Checklist: Agent Observability Essentials
- Tracing: Every request gets a trace with spans for LLM calls, tool calls, and decisions
- Logging: Structured JSON logs with request_id, costs, tokens, latency
- Metrics: Latency (p50/p95/p99), cost per request, tokens per request, error rate, tool success rate
- Cost tracking: Per-request, daily, and monthly cost with budget alerts
- Error categorization: LLM errors vs tool errors vs guardrail blocks vs user errors
- Dashboard: Overview + deep dive + tools + cost panels
- Alerts: Latency spikes, cost overruns, error rate increase, guardrail trigger rate
- Replay: Ability to reproduce past requests for debugging
- Sampling: Full traces for errors, sampled for success
Want to stay current on agent observability tools and practices? AI Agents Weekly covers production patterns, new tools, and real-world debugging stories 3x/week.
Conclusion
Observability is the difference between "the agent seems to work" and "the agent provably works." Without traces, you're guessing. Without structured logs, you're grepping. Without metrics, you're reacting instead of preventing.

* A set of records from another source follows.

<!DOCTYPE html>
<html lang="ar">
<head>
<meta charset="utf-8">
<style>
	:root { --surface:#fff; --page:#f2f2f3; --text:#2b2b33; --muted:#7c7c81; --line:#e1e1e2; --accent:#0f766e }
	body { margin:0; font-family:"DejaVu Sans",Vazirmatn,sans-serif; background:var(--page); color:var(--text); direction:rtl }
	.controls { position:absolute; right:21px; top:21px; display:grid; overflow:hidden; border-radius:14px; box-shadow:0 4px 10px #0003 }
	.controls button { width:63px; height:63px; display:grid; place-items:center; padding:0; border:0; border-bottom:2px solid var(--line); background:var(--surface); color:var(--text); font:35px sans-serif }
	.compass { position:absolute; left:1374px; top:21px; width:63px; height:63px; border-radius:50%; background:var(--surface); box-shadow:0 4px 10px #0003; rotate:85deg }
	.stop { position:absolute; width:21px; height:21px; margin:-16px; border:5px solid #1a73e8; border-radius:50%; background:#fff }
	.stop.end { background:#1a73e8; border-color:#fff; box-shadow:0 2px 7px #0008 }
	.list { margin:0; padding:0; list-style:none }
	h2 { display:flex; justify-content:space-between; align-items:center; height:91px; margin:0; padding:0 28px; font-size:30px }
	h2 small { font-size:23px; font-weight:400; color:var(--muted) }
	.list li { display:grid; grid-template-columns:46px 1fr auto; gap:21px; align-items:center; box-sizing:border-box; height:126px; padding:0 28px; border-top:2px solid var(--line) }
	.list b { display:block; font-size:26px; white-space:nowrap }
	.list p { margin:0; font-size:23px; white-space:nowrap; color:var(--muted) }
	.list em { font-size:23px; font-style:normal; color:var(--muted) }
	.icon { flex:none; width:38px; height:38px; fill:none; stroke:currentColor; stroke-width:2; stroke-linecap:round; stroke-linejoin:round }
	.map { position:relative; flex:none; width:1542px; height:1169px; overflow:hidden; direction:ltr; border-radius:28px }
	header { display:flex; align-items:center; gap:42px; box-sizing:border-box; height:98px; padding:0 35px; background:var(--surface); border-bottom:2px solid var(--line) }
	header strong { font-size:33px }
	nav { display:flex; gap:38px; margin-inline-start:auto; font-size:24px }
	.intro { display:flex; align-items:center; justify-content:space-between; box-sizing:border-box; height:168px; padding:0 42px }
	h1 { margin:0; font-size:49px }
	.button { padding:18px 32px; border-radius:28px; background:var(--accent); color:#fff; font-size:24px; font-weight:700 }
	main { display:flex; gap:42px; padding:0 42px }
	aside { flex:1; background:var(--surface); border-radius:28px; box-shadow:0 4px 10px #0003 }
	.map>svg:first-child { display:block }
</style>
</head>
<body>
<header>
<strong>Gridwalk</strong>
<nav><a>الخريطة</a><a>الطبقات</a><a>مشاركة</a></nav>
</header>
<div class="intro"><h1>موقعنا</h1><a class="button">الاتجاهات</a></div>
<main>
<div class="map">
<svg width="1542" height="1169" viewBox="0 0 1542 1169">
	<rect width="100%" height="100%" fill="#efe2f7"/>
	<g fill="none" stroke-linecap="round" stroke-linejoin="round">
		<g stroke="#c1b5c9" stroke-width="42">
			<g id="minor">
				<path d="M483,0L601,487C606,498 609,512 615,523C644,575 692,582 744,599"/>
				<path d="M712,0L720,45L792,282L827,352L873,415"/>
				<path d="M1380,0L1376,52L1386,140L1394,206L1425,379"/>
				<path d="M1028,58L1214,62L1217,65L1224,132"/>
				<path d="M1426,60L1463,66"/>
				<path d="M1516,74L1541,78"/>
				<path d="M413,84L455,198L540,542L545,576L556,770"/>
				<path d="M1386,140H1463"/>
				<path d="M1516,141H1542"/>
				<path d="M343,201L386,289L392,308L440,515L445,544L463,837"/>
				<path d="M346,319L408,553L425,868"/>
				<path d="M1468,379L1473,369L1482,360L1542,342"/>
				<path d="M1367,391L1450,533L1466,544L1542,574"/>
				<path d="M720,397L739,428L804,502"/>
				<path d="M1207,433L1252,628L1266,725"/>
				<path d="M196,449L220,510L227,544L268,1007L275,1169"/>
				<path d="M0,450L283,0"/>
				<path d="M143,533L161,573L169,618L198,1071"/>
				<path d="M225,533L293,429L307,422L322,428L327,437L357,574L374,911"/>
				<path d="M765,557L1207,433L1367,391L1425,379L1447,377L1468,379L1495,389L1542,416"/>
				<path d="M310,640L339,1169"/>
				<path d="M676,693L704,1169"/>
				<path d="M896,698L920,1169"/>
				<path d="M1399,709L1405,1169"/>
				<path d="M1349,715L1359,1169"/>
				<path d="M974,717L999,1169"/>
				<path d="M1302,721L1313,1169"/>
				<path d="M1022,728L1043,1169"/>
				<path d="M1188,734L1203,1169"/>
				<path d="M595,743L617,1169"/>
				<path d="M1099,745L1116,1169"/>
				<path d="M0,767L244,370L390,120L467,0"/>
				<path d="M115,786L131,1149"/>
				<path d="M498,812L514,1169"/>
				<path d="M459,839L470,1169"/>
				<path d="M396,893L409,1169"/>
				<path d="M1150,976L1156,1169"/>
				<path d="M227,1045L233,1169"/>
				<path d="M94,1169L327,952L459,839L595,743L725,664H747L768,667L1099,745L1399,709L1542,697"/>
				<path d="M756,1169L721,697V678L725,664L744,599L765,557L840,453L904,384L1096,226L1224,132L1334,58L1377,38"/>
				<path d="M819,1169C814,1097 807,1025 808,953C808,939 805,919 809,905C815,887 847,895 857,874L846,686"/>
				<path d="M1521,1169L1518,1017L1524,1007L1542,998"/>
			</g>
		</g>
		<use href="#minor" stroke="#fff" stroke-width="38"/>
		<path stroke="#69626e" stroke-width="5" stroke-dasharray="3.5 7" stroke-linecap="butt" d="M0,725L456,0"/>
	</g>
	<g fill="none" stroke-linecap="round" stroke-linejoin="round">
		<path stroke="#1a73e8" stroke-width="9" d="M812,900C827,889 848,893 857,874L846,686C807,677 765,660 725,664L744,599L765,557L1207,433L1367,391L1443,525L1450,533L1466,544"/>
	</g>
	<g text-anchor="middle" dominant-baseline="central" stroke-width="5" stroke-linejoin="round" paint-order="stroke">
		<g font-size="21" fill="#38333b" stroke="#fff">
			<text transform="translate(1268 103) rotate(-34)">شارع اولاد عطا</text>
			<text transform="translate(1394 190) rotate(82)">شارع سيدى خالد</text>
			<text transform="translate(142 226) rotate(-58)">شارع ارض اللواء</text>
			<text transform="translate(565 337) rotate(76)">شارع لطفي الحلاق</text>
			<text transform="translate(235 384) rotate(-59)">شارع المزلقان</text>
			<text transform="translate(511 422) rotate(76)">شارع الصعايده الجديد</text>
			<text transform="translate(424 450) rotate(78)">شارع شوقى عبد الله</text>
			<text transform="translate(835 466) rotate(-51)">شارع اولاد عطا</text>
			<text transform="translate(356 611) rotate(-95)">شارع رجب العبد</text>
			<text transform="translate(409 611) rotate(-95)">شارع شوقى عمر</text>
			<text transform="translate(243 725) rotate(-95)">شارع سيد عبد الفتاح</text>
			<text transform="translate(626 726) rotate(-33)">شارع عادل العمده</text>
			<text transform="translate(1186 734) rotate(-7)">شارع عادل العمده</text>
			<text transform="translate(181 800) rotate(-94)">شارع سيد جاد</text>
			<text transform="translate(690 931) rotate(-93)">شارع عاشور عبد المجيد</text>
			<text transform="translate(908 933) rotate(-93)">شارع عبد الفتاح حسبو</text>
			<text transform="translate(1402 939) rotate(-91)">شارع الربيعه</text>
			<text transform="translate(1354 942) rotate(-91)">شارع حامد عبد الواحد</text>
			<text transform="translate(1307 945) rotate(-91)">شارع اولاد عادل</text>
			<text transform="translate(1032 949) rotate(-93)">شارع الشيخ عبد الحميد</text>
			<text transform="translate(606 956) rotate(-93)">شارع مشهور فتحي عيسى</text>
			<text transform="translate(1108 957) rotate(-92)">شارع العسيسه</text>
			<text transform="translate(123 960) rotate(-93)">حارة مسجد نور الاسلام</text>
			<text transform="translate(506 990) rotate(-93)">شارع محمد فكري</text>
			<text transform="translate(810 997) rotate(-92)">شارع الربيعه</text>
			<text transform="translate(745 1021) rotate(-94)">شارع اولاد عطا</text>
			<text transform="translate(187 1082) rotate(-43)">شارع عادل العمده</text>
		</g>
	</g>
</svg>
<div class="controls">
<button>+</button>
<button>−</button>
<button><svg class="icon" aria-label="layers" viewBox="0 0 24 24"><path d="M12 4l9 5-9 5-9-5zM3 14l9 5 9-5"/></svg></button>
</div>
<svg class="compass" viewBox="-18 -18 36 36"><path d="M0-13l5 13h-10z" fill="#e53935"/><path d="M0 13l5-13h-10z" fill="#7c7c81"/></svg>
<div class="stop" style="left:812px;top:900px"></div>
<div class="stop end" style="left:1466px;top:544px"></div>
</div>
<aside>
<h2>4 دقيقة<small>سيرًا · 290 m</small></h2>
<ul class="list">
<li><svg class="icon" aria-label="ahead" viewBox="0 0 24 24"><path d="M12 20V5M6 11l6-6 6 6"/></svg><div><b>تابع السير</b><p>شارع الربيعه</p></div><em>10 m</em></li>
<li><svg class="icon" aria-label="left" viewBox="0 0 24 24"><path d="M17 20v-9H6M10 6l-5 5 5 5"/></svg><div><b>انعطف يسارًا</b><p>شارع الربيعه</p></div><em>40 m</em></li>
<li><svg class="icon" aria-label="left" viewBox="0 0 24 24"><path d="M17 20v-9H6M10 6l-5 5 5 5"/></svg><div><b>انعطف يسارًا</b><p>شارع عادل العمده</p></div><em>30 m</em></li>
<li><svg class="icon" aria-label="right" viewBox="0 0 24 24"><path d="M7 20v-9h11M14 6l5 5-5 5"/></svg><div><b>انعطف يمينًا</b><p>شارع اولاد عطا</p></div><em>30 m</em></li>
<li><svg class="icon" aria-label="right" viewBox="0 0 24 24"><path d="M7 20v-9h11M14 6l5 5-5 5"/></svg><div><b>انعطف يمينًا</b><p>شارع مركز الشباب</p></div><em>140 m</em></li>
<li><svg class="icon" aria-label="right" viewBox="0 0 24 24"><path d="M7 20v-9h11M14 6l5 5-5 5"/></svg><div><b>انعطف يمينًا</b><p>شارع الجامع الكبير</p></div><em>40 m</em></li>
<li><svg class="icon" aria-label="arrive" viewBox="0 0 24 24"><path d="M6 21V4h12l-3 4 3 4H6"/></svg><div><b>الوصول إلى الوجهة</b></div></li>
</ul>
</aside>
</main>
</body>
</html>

Start with the basics: structured logging with request IDs and cost tracking. Add tracing when you need to debug specific failures. Build dashboards when you have enough data to establish baselines. The investment pays off the first time you diagnose a production issue in minutes instead of hours.
Your agent's reliability is only as good as your ability to see what it's doing.